Este era como el octavo trabajo que perdía durante este año, por una u otra razón. Había trabajado de lavacoches, en pinturas Calette, de cerillo en Dorian's y en el Limón. Fui ayudante de una construcción, dónde por accidente tiré la mezcla dónde no iba y terminé pagando todo. Fui a vender pescados  fritos con mi amigo Armando en la playa, y nos corrieron porque no teníamos permiso de vender ahí.
Y ahora siendo ayudante de una tienda de abarrotes, parecía ser que me acusaban de ratero.

—Pues aún así te hayas graduado de dónde sea, me hacen faltan más de doscientos dólares ¿Dónde están? —El señor se me acercaba amenazante, pero yo no había hecho nada.

—¡Yo que sé! Me aseguré de que las cuentas estuvieran bien hechas... —Me seguía mirando con inspección— a menos de que usted...

—Aquí hay de dos Rafael: O eres un bruto, o un ratero ¿Cuál crees que seas? —Me ofendió su pregunta, había que ser tan mala gente para hablarle de esa manera a un muchacho inexperto en finanzas.

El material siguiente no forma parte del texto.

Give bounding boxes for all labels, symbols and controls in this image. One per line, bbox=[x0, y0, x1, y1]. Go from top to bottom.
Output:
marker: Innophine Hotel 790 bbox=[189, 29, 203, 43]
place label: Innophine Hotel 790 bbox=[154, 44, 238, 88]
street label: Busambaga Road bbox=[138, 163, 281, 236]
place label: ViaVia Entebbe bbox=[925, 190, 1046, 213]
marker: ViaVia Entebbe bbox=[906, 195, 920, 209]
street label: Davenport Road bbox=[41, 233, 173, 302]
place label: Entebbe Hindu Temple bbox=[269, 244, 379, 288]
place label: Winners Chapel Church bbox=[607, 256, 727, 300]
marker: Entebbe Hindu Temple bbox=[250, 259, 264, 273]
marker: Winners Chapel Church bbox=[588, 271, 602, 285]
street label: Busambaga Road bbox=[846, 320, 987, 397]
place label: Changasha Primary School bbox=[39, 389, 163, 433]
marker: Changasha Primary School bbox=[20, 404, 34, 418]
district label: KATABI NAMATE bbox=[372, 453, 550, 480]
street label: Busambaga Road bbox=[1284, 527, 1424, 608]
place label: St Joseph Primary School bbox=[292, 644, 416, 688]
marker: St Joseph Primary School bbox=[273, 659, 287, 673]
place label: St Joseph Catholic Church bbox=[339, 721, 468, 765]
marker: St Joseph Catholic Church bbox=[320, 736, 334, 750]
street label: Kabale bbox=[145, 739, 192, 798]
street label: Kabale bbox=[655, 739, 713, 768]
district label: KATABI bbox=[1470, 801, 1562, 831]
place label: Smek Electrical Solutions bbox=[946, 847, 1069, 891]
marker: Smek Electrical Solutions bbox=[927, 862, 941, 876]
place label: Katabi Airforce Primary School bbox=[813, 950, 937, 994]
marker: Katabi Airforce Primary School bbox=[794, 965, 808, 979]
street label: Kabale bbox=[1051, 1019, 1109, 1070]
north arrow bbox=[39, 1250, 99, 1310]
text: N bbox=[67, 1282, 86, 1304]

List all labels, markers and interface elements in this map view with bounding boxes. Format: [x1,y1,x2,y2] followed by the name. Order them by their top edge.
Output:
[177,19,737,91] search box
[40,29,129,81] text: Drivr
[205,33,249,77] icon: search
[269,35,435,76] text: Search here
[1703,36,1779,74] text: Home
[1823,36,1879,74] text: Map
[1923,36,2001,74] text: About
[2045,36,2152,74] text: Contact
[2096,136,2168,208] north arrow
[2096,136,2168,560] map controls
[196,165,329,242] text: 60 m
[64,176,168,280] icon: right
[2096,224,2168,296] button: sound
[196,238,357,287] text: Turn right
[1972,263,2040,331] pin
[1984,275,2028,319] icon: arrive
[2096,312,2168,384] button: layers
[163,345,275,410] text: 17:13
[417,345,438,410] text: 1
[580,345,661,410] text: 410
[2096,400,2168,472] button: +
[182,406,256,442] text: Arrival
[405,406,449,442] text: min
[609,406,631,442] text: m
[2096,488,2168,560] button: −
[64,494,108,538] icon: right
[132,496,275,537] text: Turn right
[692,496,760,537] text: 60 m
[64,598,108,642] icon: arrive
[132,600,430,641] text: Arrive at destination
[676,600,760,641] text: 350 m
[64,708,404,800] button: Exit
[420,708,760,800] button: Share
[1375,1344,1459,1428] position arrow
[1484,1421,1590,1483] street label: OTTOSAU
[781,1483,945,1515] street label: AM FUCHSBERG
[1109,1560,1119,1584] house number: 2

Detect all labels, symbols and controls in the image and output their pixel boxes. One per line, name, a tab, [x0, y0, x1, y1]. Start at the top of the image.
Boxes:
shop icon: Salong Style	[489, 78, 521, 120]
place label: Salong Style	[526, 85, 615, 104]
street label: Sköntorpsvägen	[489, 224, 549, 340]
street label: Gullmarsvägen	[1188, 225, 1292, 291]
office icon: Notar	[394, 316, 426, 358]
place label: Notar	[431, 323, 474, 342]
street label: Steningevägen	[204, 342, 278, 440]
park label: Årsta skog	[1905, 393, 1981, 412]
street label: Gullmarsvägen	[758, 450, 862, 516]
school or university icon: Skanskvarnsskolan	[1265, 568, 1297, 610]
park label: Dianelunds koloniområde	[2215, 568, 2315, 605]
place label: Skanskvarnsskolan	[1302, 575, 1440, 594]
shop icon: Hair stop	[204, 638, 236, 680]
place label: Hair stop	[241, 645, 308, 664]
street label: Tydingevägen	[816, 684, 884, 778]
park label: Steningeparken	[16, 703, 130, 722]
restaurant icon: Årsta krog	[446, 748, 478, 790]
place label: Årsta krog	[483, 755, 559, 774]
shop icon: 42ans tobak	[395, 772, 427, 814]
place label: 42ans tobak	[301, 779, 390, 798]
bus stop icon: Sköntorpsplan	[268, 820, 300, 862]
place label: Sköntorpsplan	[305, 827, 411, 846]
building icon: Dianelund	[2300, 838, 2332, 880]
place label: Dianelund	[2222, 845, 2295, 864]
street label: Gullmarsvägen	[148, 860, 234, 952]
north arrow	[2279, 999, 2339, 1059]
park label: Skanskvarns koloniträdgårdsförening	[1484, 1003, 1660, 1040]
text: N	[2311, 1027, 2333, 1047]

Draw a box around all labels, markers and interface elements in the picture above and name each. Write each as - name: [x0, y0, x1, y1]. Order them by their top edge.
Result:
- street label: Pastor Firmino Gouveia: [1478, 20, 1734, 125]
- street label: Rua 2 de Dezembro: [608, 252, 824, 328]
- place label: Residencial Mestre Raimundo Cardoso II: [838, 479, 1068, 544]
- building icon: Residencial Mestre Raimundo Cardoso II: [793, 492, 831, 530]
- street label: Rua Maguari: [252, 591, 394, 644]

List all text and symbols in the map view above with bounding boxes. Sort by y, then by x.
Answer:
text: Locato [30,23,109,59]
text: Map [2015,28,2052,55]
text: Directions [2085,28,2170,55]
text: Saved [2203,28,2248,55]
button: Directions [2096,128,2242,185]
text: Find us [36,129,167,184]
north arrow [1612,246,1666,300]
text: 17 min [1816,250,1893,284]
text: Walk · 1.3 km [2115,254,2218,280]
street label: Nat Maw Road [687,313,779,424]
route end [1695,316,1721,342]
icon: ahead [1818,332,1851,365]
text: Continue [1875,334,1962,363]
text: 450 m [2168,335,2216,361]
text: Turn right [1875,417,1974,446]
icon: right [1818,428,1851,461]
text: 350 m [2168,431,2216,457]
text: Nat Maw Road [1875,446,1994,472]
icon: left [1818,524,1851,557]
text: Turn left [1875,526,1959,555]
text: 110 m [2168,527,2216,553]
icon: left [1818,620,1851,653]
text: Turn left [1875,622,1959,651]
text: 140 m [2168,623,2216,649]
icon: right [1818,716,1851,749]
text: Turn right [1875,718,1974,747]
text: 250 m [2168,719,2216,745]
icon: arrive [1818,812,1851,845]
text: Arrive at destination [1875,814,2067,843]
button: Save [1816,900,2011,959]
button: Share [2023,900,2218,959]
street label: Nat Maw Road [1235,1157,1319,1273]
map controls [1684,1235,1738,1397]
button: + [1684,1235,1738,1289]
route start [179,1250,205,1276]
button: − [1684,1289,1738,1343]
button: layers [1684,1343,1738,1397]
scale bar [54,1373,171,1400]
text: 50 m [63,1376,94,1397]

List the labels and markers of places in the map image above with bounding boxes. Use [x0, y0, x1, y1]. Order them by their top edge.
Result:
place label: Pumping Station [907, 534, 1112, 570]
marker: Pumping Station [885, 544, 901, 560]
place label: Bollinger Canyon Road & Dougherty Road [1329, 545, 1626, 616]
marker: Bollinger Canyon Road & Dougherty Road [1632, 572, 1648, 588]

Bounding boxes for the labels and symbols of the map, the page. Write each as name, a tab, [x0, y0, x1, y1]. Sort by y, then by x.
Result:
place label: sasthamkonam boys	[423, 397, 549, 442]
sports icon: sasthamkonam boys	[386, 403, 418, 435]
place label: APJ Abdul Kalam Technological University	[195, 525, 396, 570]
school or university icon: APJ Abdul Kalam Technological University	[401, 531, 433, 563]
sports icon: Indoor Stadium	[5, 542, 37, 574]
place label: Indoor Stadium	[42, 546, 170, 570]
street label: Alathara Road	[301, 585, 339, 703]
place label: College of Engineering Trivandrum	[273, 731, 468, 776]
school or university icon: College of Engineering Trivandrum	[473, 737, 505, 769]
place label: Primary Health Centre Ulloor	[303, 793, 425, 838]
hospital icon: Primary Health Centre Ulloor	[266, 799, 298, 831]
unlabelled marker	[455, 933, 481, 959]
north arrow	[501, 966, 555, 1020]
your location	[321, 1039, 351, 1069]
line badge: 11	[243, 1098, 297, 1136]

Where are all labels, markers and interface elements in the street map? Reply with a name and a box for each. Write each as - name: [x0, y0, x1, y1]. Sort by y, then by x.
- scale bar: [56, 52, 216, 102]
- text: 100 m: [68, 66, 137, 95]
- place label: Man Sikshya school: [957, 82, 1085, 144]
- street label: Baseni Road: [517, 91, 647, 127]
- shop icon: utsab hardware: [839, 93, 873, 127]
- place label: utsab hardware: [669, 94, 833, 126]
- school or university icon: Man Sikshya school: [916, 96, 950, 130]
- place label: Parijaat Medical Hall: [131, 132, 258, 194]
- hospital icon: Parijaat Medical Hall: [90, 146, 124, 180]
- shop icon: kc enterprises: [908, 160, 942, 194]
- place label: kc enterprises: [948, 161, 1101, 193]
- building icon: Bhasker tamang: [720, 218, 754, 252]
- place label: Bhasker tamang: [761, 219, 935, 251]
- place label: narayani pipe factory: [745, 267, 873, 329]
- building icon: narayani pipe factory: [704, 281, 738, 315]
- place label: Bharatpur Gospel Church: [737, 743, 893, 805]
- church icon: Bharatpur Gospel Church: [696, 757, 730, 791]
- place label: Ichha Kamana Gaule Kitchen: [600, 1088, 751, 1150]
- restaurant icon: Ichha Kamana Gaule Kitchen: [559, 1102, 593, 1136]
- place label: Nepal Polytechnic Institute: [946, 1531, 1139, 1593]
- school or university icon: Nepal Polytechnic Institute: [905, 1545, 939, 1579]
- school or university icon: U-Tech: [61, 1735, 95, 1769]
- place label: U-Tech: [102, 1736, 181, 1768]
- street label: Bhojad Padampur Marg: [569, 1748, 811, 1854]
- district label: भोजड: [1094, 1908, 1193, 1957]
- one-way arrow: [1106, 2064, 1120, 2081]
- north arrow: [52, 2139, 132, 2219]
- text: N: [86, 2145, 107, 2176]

—¿Cómo es que usted desconfía de mí? ¡Si llevo trabajando mucho tiempo con usted!

—Llevas un mes.

—¡En un mes me pude haber ganado su confianza! —El pinacate giraba la cabeza con decepción, negando todo.

—¡Quiero de vuelta ese dinero! —Parecía ser sordo, por más que le dijese que yo no sabía nada y que las cuentas estaban bien, me seguía insistiendo con lo mismo.

—¡Seré un bruto! —Admití, tratando de callar sus alaridos—. Pero mis papás, que Dios los tenga en su gloria, me enseñaron a ser honesto, y yo jamás...

—Mira morro, devuélveme el dinero y aquí no pasó nada —Trató de hacer tratos imposibles conmigo, repitiendo su desconfianza hacia mí—. No le diré a tu hermano, es más, puedes trabajar y pagarme, te quedarías sin sueldo un mes pero...

—¿Qué? —Le pregunté ofendido—. ¿Trabajar de a gratis? ¿Usted me quiere ver la cara o qué? —Mi voz se empezaba a elevar—. Yo no tengo la culpa de que alguien —Remarqué la última palabra, llamándolo— le fíe los dulces a su nieta y me los quiera cobrar a mí.

—¡Mejor lárgate de aquí! —Me corrió, harto de mis justos reclamos.

—¡Sí, me largo de su tienda hedionda! —Le grité, enojado.

—¿Qué?

—¡Me voy de su tienda igual de hedionda que su hija! —Podía ver a pequeñas personitas en la tribuna de mi mente, cuchicheando que esto no estaba bien, ya habíamos empezado otra de nuevo.

—¿Qué dijiste pedazo de imbécil? —Me cuestionó con ganas de que retirara lo dicho, pero me sostuve:

—¡Su hija es tan fea que en vez de conseguirle marido debería de conseguirle cirquero! —Abrió la boca, indignado—. ¡Ellos están acostumbrados a ver mujeres barbudas! —Me agarró mal parado, pues me metió un puñetazo que me enchuecó una muela seguramente. Me fui para atrás casi cayéndome, me agarré el lado donde había recibido el golpe, aguantado las ganas de regresárselo.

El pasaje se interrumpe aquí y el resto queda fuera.